- TASK DESCRIPTION
Find the string "金沙江西街" in the listing below and return each line it appears in.

- AVAILABLE DATA

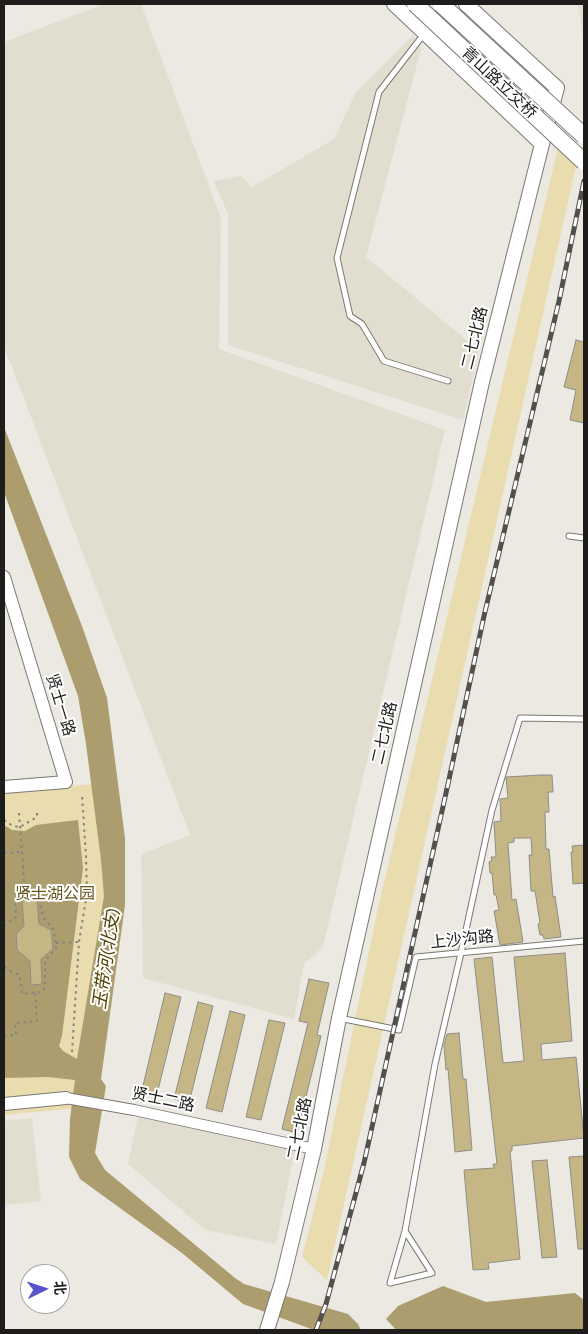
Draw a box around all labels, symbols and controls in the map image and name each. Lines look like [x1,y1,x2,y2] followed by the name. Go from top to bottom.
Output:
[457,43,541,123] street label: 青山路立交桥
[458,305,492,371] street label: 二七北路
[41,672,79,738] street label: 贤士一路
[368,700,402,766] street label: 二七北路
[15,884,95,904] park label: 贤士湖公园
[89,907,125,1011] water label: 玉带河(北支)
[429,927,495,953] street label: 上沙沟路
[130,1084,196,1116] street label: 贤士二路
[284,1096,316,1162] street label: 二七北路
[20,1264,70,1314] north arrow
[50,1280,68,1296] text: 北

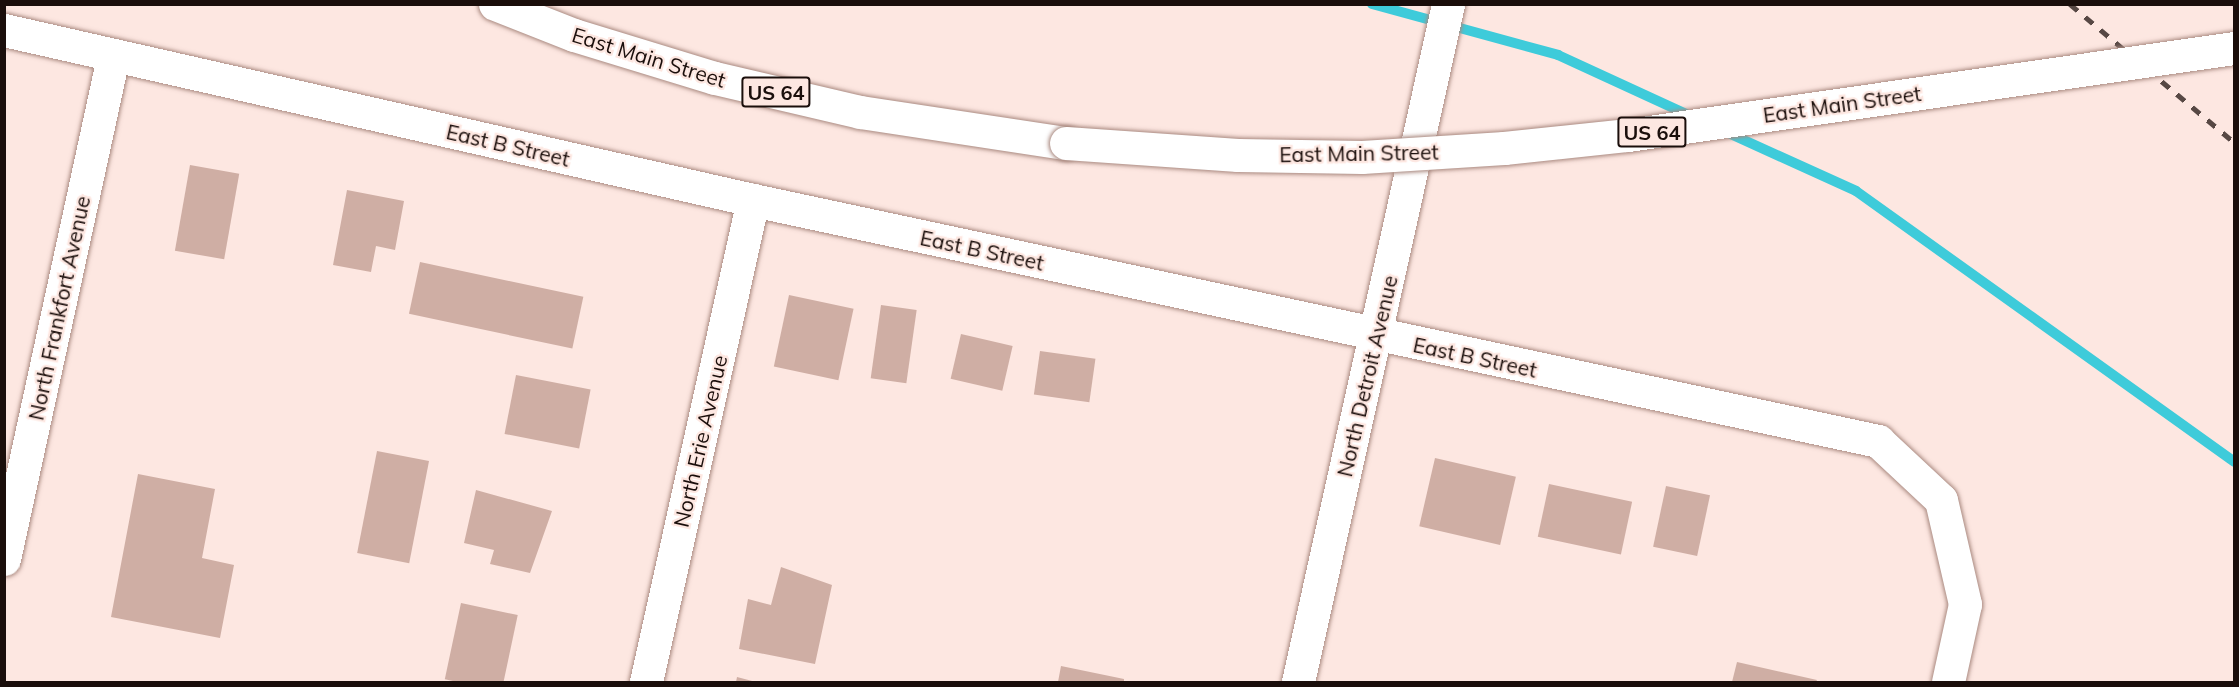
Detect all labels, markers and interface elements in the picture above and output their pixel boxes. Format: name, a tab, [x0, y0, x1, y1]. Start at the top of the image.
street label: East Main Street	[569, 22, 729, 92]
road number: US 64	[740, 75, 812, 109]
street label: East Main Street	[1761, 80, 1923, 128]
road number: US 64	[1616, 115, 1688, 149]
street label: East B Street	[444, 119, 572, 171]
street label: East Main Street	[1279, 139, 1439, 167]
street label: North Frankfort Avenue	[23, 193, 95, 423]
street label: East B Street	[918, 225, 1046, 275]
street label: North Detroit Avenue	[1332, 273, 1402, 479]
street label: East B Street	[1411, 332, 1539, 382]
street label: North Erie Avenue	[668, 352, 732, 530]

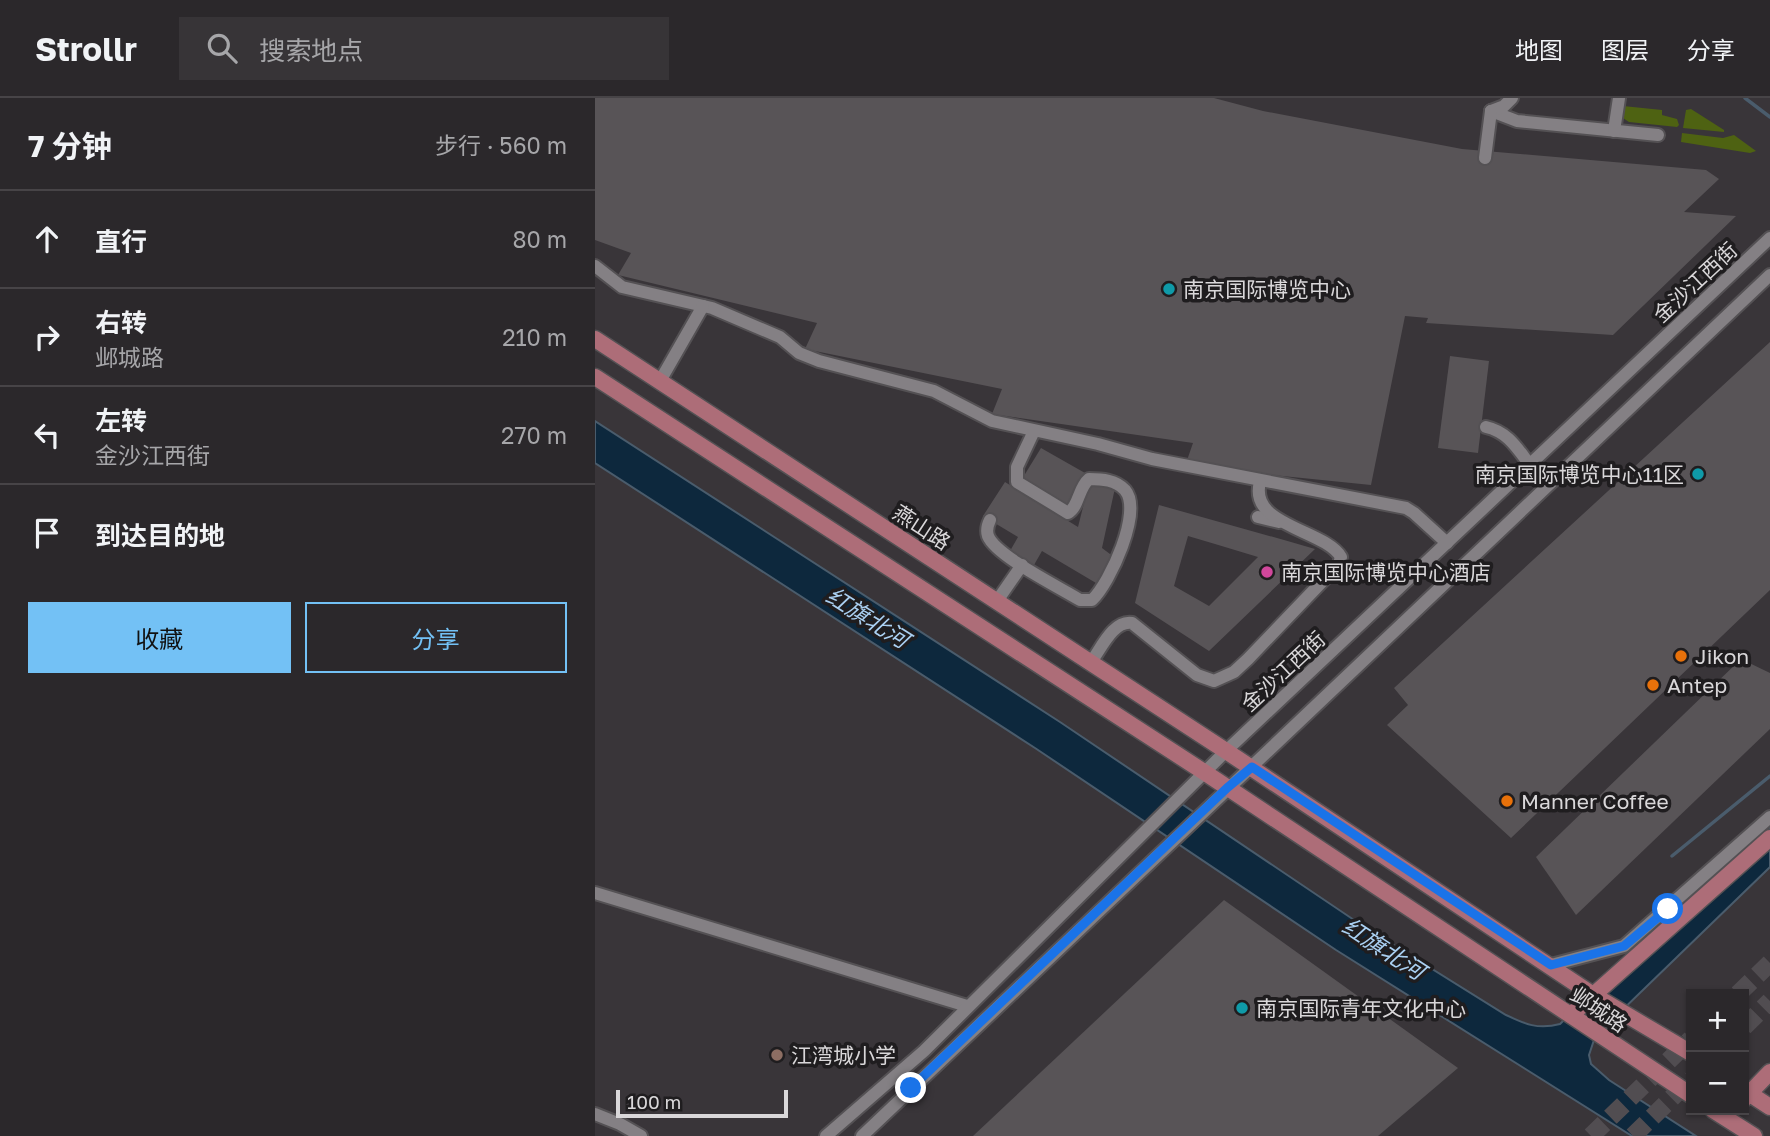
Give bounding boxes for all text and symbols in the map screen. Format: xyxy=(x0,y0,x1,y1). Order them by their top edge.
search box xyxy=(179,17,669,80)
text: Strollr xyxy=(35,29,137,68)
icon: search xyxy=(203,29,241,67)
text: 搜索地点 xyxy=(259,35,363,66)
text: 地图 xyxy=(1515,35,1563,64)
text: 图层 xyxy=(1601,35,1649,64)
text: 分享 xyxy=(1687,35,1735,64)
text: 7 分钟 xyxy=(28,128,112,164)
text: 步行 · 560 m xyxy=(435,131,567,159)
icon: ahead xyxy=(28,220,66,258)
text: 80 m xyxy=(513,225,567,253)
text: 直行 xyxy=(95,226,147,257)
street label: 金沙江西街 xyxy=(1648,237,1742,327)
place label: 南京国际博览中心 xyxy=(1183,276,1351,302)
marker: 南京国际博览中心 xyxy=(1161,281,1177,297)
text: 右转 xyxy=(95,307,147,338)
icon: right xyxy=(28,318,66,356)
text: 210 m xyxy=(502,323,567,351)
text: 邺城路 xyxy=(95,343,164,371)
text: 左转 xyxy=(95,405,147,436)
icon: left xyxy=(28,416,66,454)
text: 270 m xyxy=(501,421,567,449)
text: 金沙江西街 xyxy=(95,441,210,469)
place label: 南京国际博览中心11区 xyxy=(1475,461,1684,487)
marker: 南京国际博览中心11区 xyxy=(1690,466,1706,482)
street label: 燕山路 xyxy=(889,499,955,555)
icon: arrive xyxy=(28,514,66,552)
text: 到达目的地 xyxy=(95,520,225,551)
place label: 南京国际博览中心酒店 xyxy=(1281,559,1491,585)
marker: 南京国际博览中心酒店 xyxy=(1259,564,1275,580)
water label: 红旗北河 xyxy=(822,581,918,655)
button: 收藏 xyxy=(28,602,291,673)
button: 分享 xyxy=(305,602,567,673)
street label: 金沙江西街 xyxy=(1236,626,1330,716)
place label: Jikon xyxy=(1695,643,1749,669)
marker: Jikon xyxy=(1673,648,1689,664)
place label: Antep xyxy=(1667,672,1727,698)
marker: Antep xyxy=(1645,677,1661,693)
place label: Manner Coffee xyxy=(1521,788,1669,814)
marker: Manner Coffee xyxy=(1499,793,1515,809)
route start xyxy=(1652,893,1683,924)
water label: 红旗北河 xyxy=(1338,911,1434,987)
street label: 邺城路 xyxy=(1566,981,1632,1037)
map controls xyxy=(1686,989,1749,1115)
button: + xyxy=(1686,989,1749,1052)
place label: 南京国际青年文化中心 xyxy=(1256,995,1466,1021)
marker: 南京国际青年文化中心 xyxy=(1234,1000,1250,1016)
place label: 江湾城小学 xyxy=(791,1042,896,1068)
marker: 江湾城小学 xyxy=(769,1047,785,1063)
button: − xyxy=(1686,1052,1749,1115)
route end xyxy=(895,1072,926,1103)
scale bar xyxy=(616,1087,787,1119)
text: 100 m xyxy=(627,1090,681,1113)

- TASK ANSWER
street label: 金沙江西街 xyxy=(1648,237,1742,327)
text: 金沙江西街 xyxy=(95,441,210,469)
street label: 金沙江西街 xyxy=(1236,626,1330,716)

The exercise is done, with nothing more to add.